Valuation Ideal Factorization Domains

TL;DR

This paper introduces valuation ideal factorization domains (VIFDs), exploring their properties and characterizations, especially in relation to treed domains, Pr"ufer domains, and $*$-operation analogs, advancing the understanding of ideal factorizations.

Contribution

It characterizes VIFDs and their $*$-analogues in treed and $*$-treed domains, linking them to h-local Pr"ufer domains and P$*$MDs, and studies factorizations of elements into valuation elements.

Findings

VIFDs are characterized by prime ideal containment of valuation ideals.

In treed domains, VIFDs correspond to h-local Pr"ufer domains.

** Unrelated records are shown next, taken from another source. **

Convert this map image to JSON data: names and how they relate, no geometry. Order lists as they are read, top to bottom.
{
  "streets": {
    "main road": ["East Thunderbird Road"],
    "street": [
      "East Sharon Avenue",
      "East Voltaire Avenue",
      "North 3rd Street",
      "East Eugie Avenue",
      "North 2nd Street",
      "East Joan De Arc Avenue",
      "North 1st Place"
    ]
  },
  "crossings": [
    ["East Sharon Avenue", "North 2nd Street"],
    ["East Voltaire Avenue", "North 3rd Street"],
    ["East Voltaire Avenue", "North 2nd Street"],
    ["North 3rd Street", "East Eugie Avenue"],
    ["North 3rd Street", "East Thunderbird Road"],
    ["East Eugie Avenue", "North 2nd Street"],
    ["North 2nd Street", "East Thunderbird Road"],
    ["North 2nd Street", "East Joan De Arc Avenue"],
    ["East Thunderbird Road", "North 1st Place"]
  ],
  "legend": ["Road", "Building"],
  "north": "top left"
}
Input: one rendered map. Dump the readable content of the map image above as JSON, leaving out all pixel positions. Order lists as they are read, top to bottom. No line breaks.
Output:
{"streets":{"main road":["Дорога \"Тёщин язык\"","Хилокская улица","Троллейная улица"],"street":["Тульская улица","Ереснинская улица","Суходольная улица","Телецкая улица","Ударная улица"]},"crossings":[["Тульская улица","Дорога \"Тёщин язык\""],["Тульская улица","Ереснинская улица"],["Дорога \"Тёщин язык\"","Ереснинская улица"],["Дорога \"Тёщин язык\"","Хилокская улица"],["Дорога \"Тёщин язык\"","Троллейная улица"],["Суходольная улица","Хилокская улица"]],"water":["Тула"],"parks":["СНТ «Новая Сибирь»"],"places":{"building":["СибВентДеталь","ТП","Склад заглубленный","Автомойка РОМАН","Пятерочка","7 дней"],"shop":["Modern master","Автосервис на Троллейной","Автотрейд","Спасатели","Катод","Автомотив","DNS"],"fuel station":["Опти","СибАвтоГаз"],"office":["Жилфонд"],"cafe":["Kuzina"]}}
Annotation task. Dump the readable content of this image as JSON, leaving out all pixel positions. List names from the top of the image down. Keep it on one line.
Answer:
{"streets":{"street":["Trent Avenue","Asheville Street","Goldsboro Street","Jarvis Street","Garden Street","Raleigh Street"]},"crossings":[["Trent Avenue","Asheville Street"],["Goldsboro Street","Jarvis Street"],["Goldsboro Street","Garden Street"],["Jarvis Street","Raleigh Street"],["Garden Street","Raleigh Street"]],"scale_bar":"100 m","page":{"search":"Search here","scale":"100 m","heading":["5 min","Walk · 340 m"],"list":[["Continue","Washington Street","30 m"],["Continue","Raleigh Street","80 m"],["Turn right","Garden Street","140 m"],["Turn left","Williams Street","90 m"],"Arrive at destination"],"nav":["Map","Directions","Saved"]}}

Domains where powers of nonunits factor into valuation elements are studied.

Abstract

An integral domain $D$ is a {\em valuation ideal factorization domain} (VIFD) if each nonzero principal ideal of $D$ can be written as a finite product of valuation ideals. Clearly, $\pi$-domains are VIFDs. We study the ring-theoretic properties of VIFDs and the $*$-operation analogs of VIFDs. Among them, we show that if $D$ is treed (resp., $*$-treed), then $D$ is a VIFD (resp., $*$-VIFD) if and only if $D$ is an ${\rm h}$-local Pr\"ufer domain (resp., a $*$-${\rm h}$-local P$*$MD) if and only if every nonzero prime ideal of $D$ contains an invertible (resp., a $*$-invertible) valuation ideal. We also study integral domains $D$ such that for each nonzero nonunit $a\in D$, there is a positive integer $n$ such that $a^n$ can be written as a finite product of valuation elements.